• [Aim of the exercise]
Each line holding the string "linecap" is to be copied from the data.

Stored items

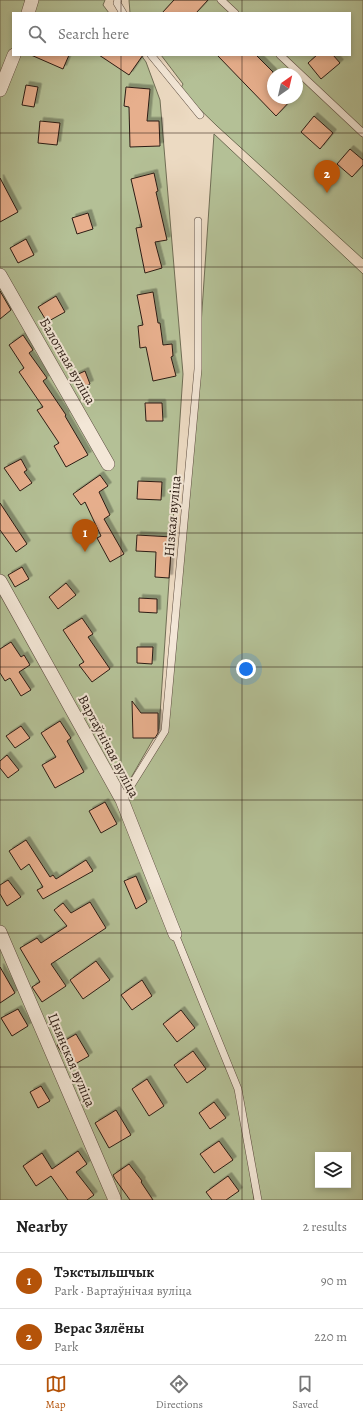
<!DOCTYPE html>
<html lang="en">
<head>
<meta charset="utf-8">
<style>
  :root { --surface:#fff; --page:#f2f2f2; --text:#222; --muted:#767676; --line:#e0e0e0; --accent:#b45309 }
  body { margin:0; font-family:Alegreya,serif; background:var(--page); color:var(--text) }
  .controls { position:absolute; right:12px; bottom:12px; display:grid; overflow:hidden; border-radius:0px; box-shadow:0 2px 6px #0003 }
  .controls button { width:36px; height:36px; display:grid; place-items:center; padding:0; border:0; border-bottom:1px solid var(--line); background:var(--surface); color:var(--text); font:20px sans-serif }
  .compass { position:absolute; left:267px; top:68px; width:36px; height:36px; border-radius:50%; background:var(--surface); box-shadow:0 2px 6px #0003; rotate:34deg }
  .you { position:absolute; left:246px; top:669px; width:14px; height:14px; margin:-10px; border:3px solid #fff; border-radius:50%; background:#1a73e8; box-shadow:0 0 0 6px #1a73e833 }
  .badge { display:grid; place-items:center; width:26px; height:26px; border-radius:50%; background:var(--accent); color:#fff; font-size:13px; font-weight:700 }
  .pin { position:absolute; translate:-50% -33px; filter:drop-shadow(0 1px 2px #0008) }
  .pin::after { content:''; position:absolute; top:21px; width:14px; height:12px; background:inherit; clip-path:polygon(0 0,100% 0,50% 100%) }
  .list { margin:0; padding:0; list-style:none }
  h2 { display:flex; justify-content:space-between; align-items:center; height:52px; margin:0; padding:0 16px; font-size:17px }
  h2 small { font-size:13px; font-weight:400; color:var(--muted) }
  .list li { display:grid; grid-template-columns:26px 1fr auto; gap:12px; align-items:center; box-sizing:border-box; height:56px; padding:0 16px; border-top:1px solid var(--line) }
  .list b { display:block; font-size:15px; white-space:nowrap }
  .list p { margin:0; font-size:13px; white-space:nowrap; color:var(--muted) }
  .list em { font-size:13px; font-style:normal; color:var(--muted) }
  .icon { flex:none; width:22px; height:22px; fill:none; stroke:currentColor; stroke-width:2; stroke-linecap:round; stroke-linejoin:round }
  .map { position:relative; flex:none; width:363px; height:1200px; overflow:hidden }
  .search { position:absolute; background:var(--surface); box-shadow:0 2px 6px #0003; left:12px; right:12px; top:12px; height:44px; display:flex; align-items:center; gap:10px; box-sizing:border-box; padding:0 14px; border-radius:0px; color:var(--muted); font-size:15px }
  .sheet { height:164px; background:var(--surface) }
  nav { display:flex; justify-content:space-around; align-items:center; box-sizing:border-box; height:56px; border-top:1px solid var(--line); background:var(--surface); font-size:11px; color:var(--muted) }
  nav a { display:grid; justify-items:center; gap:2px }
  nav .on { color:var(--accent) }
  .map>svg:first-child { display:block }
  .green { fill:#b4c096; stroke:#706e55; fill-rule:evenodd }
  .building { fill:#e7af8d; stroke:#2c1c14; filter:url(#shadow) }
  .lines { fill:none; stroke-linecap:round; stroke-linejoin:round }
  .service-casing { stroke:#5c4c40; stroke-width:8 }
  .minor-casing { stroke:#5c4c40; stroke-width:14 }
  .service { stroke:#f3e7d7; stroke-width:7 }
  .minor { stroke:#f3e7d7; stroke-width:13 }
  .grid { fill:none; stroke:#2c1c14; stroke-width:1; stroke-opacity:0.55 }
  .labels { text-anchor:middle; stroke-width:4; stroke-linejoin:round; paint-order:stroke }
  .street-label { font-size:14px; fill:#2c1c14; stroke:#f3e7d7 }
</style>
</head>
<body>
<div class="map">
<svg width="363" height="1200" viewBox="0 0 363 1200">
  <defs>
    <filter id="shadow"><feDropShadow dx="3.5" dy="-3.5" stdDeviation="0" flood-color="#0004"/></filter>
  </defs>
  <rect width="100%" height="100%" fill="#ecdac2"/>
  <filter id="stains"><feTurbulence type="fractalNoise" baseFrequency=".005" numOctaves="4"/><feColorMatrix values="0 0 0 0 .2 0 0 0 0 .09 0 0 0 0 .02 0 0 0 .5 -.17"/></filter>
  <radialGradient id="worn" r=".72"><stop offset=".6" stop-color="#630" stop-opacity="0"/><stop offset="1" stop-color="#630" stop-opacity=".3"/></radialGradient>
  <!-- green -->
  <g class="green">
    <path d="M0,0H105L103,5L109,13H13V55H141L146,62L160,100L183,374L159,729L117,802L122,800L165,731L198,369L214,134L363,274V1200H258L241,1107L254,1200H0ZM318,1155H348V1185H318Z"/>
    <path d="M129,0H363V259L217,126L180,90L183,84L161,55H350V13H130ZM273,74H297V98H273Z"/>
  </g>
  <!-- building -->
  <g class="building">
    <polygon points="174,0 208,0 196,13 162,13"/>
    <polygon points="31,55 69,55 63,69"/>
    <polygon points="99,55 143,55 129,75"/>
    <polygon points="217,55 256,55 273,72 273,98 293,98 276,116"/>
    <polygon points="317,55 333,55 340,63 321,79 308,63"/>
    <polygon points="26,85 38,87 34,107 22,105"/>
    <polygon points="126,87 150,89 147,121 159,121 160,146 130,147 129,107 124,106"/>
    <polygon points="314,116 333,133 320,149 301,132"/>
    <polygon points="40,121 60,123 57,145 38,143"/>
    <polygon points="350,149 363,160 363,165 352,177 337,164"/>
    <polygon points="154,173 158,191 156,192 167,240 155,242 162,268 145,273 136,228 142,227 131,179"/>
    <polygon points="0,178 18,212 0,222"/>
    <polygon points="88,213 93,229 77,234 72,218"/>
    <polygon points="26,239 34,255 18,263 10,248"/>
    <polygon points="0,291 11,310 0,319"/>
    <polygon points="153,292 158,323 160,323 163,345 172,344 173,356 171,357 176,376 153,381 146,347 140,348 138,326 143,325 137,295"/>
    <polygon points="56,296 65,312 47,322 38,307"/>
    <polygon points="23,335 33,350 29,353 47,378 43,381 66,415 65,416 88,455 66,467 54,446 59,443 37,410 43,407 19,372 24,368 9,345"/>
    <polygon points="85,371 90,384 79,389 74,376"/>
    <polygon points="145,403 162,403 163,421 146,421"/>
    <polygon points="21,459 27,470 24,472 32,483 20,491 4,468"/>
    <polygon points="100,475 108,486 99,492 110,515 104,519 124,554 110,562 97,538 101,536 85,502 81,505 73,494"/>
    <polygon points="138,481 162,482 161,500 137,499"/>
    <polygon points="0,503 27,544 16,552 0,530"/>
    <polygon points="137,535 172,537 169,578 155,577 156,552 136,551"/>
    <polygon points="22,567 29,579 15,587 8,575"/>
    <polygon points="66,583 76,595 58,609 49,597"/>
    <polygon points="139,598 157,599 157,613 139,612"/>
    <polygon points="82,618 93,634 88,637 110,669 92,682 79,665 84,662 63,630"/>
    <polygon points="11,642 21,657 24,655 30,665 19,672 31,690 21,696 10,678 5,681 0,673 0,649"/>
    <polygon points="137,647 153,647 152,664 137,663"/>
    <polygon points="132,701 141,713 158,713 158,733 155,738 133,738"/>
    <polygon points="60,721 71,738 67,741 84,772 55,788 42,765 56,757 41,733"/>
    <polygon points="21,726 30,738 15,748 6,736"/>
    <polygon points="7,755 19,770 8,778 0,768 0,761"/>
    <polygon points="105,802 117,824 101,833 89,811"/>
    <polygon points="26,840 50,877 53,875 56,879 86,860 93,871 43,899 37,890 43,887 29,864 21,870 9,851"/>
    <polygon points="136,876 147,902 136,909 124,881"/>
    <polygon points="8,880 21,897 7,906 0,894 0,885"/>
    <polygon points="90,902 106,928 51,964 66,986 42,1002 32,987 40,982 20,948 37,938 41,943 67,926 54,910 63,903 71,913"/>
    <polygon points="96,961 110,980 83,999 70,980"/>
    <polygon points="0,967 15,993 0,1003"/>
    <polygon points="142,980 152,996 132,1010 121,995"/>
    <polygon points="18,1009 28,1026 12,1036 1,1018"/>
    <polygon points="181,1010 195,1028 177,1042 163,1024"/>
    <polygon points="76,1034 89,1056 70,1067 57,1045"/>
    <polygon points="193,1051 206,1069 187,1083 174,1065"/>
    <polygon points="147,1079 164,1106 149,1116 132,1089"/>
    <polygon points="41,1086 50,1101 38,1108 30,1092"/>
    <polygon points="214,1102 226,1118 210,1129 199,1113"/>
    <polygon points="116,1110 131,1135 109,1148 95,1123"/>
    <polygon points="219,1141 233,1160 214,1173 200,1154"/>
    <polygon points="78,1151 87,1164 76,1172 94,1195 87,1200 68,1200 51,1176 36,1186 23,1166 42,1153 52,1169"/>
    <polygon points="129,1164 142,1181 141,1182 153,1200 130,1200 115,1179 113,1175"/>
    <polygon points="228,1176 239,1191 226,1200 212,1200 206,1192"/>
  </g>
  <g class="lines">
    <!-- service casing -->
    <g class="service-casing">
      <g id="service">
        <polyline points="118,0 117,3 123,13"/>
        <polyline points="221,0 235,13"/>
        <polyline points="151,55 200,115"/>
        <polyline points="280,55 363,133"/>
        <polyline points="122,800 165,731 198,369 198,221"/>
        <polyline points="175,934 238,1089 258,1200"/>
      </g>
    </g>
    <!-- minor casing -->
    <g class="minor-casing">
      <g id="minor">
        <polyline points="28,13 32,0"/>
        <polyline points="0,90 14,55"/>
        <polyline points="0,275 108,464"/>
        <polyline points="0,581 122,800 175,934"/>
        <polyline points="0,932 115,1200"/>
      </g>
    </g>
    <!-- service -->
    <use href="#service" class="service"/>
    <!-- minor -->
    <use href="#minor" class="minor"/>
  </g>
  <!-- grid -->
  <path class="grid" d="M121,0V13M242,0V13M121,55V1200M242,55V1200M0,133H363M0,267H363M0,400H363M0,533H363M0,667H363M0,800H363M0,933H363M0,1067H363"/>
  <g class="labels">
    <!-- street labels -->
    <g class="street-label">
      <text transform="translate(68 361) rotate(60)" y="5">Балотная вуліца</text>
      <text transform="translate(172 516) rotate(-85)" y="5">Нізкая вуліца</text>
      <text transform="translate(109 746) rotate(62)" y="5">Вартаўнічая вуліца</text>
      <text transform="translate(72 1060) rotate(67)" y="5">Цнянская вуліца</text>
    </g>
  </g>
  <rect width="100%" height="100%" filter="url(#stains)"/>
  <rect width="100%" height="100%" fill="url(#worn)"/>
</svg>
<div class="controls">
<button><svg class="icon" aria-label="layers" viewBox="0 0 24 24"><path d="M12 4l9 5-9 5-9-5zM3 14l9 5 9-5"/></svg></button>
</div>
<svg class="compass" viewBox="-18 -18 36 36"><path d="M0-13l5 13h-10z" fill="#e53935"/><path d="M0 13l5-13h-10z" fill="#767676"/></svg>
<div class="you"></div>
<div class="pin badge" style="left:85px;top:552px">1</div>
<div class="pin badge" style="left:327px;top:193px">2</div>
<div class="search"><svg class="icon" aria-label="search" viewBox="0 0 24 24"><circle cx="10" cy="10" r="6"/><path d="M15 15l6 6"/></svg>Search here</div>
</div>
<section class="sheet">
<h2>Nearby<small>2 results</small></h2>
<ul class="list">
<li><span class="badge">1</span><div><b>Тэкстыльшчык</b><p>Park · Вартаўнічая вуліца</p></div><em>90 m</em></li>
<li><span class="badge">2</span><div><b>Верас Зялёны</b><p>Park</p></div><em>220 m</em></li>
</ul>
</section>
<nav>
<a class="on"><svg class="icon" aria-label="map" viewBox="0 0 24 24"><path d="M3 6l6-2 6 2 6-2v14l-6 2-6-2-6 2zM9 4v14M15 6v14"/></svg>Map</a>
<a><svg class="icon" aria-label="directions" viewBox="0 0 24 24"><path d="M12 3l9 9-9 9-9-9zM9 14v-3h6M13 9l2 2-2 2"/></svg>Directions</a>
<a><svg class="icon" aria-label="saved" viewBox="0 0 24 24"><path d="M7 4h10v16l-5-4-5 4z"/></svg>Saved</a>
</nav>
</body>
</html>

• [Solution to the problem]
  .icon { flex:none; width:22px; height:22px; fill:none; stroke:currentColor; stroke-width:2; stroke-linecap:round; stroke-linejoin:round }
  .lines { fill:none; stroke-linecap:round; stroke-linejoin:round }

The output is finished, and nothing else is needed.